Friday, February 3, 2012

Lircles aren't a privacy tool. They're a noise reduction tool.

First, a definition. I use the word "lircle" (and have used it previously) to refer to a grouping system employed by online communications applications. Examples include Facebook's lists and Google+'s circles - hence the name "lircle."

Among other features, lircles allow you to post a message that is only seen by a particular group of people. For example, maybe you have a lircle for your family. Maybe you have a lircle for your co-workers. Or maybe you have a lircle for people who are part of your alliance for the online game Starfleet Commander.

One can argue that lircles are a privacy-enhancing tool. For example, I could post something to my Starfleet Commander lircle like this:

Hey, maybe we should coordinate an attack on Steeeeeeeeeelrod. If we all do it together, we may be able to bring him down. Who is available at 0600 GMT?

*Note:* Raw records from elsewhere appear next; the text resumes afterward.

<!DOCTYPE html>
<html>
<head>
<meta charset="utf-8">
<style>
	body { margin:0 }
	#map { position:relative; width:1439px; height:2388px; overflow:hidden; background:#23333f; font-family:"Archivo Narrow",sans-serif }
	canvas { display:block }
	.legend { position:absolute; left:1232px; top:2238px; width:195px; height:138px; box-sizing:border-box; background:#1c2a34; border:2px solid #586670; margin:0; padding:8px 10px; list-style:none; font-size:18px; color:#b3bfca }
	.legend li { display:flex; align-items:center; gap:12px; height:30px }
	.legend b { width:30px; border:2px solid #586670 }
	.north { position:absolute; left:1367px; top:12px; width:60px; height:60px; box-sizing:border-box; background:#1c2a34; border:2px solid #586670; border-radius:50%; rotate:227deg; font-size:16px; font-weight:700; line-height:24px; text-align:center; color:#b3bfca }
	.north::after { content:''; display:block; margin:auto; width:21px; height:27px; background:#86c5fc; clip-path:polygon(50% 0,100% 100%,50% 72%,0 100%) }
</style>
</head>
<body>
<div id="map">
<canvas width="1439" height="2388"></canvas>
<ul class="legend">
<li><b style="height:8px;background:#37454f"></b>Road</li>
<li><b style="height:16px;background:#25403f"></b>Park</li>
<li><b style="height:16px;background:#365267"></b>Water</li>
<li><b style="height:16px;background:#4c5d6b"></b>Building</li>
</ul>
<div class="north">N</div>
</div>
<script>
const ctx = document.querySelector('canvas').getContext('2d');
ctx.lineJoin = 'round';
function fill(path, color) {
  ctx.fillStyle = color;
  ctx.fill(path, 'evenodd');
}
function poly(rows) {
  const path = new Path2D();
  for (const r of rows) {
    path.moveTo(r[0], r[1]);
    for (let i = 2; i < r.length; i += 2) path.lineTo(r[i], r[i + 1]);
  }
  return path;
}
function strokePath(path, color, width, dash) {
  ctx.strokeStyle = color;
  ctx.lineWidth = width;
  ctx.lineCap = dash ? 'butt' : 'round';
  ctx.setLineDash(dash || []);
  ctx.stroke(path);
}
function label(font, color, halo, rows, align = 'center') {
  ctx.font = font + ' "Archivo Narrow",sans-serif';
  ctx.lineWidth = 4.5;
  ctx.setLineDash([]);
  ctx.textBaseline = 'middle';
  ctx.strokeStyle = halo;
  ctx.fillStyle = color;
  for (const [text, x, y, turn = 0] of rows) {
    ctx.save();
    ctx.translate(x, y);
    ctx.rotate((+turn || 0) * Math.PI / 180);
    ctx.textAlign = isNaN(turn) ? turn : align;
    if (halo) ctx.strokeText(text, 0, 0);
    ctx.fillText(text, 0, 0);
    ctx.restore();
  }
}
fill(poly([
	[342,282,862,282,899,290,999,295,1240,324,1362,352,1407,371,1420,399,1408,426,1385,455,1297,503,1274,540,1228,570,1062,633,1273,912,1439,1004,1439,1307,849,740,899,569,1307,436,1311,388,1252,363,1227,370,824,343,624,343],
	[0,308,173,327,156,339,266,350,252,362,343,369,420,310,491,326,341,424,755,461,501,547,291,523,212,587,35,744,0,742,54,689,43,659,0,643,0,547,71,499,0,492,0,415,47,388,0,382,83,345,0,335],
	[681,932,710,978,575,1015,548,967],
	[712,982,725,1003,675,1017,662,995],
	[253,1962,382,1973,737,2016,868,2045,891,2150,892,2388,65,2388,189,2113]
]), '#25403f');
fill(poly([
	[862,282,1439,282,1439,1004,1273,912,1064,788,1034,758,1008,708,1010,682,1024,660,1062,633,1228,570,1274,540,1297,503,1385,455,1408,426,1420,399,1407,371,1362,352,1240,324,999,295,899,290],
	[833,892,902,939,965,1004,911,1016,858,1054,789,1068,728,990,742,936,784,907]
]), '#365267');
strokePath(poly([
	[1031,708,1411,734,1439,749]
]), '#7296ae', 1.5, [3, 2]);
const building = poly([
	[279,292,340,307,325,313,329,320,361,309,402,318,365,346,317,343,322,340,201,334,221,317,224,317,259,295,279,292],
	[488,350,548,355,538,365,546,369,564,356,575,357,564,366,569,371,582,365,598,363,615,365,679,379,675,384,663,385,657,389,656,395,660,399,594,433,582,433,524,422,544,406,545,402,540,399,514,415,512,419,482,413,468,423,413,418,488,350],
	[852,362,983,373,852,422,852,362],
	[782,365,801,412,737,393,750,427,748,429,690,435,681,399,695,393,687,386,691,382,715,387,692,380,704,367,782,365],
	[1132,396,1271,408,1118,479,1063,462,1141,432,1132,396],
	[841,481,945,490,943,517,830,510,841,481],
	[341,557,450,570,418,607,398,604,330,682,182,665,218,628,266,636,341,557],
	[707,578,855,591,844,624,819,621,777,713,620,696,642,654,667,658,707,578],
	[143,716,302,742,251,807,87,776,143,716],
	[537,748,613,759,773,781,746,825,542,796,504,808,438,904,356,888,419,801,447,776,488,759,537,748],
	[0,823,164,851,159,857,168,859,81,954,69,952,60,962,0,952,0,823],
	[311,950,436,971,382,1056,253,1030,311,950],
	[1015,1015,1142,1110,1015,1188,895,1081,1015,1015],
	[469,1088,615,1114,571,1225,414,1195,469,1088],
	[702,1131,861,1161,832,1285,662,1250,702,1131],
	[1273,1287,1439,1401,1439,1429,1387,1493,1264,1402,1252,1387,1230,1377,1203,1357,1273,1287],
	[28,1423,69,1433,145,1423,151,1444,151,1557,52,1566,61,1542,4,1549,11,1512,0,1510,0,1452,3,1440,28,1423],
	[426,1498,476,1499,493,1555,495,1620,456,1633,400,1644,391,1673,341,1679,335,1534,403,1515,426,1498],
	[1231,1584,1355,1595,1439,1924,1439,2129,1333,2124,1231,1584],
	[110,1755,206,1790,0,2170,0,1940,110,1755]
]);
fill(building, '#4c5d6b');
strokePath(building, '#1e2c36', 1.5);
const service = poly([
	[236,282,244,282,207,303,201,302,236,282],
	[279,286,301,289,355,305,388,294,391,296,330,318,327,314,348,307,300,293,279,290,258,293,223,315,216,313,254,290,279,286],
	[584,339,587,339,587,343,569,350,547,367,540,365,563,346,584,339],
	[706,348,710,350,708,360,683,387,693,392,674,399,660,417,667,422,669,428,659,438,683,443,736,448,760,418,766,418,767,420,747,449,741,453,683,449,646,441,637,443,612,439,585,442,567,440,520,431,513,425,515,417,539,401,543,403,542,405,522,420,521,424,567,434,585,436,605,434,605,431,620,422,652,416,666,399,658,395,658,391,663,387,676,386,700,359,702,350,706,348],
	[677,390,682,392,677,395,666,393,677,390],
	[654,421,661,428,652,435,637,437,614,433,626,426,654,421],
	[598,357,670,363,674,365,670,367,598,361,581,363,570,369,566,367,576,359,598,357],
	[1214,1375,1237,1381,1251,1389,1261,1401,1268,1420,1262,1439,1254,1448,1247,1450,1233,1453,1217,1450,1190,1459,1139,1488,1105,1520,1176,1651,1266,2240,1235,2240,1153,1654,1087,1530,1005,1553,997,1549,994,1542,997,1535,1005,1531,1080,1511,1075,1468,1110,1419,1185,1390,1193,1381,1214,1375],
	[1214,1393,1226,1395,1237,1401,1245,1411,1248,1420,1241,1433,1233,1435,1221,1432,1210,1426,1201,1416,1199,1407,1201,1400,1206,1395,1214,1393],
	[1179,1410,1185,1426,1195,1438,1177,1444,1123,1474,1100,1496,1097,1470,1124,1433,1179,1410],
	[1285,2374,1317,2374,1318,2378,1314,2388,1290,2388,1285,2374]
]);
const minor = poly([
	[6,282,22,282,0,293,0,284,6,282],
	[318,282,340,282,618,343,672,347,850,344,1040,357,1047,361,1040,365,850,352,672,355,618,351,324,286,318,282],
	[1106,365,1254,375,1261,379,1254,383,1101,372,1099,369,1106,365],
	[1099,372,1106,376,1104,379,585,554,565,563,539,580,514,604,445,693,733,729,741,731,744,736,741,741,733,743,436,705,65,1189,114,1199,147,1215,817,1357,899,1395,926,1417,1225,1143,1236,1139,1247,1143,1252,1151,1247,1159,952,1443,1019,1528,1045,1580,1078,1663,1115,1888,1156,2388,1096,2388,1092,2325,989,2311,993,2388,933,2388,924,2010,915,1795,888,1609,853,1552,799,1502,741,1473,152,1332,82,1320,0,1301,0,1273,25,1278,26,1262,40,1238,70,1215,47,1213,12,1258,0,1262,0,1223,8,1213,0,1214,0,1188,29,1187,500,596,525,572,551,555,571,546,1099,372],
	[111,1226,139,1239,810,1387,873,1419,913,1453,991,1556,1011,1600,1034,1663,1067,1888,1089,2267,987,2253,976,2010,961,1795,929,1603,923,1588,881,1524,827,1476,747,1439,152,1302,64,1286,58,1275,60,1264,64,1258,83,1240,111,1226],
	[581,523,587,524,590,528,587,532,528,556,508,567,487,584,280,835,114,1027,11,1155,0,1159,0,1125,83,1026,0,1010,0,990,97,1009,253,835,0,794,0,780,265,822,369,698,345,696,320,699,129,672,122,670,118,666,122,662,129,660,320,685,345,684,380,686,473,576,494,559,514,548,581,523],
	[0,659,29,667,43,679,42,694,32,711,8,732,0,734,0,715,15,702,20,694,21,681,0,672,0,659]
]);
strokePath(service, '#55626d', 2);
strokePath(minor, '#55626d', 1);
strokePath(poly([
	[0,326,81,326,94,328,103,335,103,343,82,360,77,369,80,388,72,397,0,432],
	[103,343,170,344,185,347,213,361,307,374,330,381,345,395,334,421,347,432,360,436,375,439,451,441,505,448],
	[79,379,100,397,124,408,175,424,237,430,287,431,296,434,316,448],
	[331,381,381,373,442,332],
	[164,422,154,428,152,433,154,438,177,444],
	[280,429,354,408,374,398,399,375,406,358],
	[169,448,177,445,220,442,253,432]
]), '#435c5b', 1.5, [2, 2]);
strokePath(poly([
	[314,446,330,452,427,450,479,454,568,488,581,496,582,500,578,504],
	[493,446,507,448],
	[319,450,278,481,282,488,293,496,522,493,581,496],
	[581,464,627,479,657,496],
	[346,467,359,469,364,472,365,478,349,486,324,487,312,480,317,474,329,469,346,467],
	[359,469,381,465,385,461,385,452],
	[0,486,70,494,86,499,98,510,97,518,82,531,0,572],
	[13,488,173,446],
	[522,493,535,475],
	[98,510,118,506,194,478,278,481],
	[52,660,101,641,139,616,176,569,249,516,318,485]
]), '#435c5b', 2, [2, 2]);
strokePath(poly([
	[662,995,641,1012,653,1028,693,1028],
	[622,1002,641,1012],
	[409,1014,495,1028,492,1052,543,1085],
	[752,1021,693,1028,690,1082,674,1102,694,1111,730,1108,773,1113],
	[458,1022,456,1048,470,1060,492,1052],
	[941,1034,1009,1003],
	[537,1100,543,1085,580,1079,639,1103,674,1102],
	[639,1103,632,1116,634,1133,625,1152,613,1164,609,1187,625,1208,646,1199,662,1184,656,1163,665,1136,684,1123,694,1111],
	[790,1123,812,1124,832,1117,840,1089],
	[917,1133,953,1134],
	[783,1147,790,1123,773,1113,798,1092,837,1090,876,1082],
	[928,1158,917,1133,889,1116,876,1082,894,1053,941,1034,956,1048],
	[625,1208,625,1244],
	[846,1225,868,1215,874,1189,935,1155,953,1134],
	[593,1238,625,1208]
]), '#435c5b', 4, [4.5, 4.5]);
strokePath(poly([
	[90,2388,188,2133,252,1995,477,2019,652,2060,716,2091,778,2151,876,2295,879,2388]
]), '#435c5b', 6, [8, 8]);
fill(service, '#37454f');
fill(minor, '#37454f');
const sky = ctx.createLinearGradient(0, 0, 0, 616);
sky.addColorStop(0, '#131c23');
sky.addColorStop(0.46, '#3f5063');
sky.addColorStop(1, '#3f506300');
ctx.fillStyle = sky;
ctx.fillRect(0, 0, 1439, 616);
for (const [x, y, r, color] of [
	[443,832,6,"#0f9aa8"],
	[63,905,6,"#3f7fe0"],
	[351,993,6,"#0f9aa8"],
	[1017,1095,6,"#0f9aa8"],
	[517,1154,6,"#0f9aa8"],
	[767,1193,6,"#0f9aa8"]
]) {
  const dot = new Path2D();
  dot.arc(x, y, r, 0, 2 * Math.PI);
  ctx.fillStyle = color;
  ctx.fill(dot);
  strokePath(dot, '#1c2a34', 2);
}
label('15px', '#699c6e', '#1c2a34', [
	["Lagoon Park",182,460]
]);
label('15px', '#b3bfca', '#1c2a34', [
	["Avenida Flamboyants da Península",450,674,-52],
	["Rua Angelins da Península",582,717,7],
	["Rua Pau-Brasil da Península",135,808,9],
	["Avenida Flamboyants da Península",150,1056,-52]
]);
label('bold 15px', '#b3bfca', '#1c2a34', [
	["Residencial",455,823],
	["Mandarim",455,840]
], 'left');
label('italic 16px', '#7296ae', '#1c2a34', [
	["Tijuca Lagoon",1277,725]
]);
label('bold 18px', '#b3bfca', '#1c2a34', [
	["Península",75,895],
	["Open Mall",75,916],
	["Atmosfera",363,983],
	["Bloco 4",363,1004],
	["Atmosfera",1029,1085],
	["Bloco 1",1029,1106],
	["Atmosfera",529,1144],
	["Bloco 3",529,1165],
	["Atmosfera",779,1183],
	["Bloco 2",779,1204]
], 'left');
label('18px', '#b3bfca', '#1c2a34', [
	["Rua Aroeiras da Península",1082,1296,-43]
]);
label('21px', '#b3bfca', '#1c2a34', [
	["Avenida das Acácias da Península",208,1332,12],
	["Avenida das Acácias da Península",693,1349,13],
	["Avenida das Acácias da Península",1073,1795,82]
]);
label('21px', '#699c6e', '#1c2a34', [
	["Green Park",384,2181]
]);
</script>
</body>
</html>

The idea is that if I only post this to my Starfleet Commander alliance lircle, then they will know about it and Steeelrod won't.

Well, if you're counting on lircles to provide you with privacy, please don't.

The Internet is a public medium, and there are any number of ways that your private message to your lircle could suddenly become public. Perhaps someone in my alliance is a traitor, and he/she just copies/pastes my message and sends it off to Steeelrod. Or perhaps Steeelrod has a friend who can hack into my lircle. Or perhaps some twelve year old somewhere is hacking into random places. Or maybe Mark Zuckerberg or Sergey Brin is just about ready to conclude a deal to sell every bit of Facebook or Google data to Donald Trump.

In short, just because you only share something with a limited group of people, you can't assume that it will remain with that limited group of people.

So if lircles aren't good for privacy, then what are they good for?

One benefit of posting something to a lircle is that people outside of the lircle don't have to see it. The vast majority of people don't care about my doings in Starfleet Commander, so any mention of Steeelrod would just be noise to them. Posting to the lircle just reduces the noise.

As an example, let me reproduce a message that I posted to one of my lircles recently:

Last night I shredded the piece of paper that had my G number written on it. Luckily for me, I also have it written on a Post-it Note at work. (Post-it is a registered trademark of 3M.)

This particular message went to a lircle that includes co-workers, former co-workers, and a few customers. It did not go to my family, college friends, high school friends, people at my church, or fellow Starfleet Commander players (well, with two exceptions).

Even some of the people in the lircle who received the message probably didn't understand all of it. For example, former co-workers Stephanie and Lisa probably don't have any idea what a "G number" is, since it's an internal thing that was introduced at my company long after they left. However, since both Stephanie and Lisa previously worked for a large multinational corporation, they can probably guess what a G number is. Large multinational corporations like to set up things like G numbers.

But even if the people in the lircle don't know what a G number is, they certainly understand why I'd write the parenthetical statement that I did. And, since I'm now publicly blogging about this message, the U.S. Federal Communications Commission obligates me to let you in on the secret also. Disclosure time:

[DISCLOSURE: 3M IS A COMPETITOR OF MY EMPLOYER.]

(Note to self: Some time I have to write about co-opetition. NEC and MorphoTrak use of Post-it notes is just the tip of the iceberg here.)

Now most of you who just finished reading the last few paragraphs are probably bored to tears. And I can assure you that if that particular item had been posted publicly, instead of to a limited lircle, most of the people who received the message would also have been bored to tears.

See how lircles can reduce noise?

You're welcome.

P.S. No, I'm not going to tell you my G number. It's...um, private. Unless Post-it notes have super-secret RFID technology that beams their contents to Pasadena. Which could be dangerous, because that same Post-it note that includes my G number also includes some Starfleet Commander coordinates.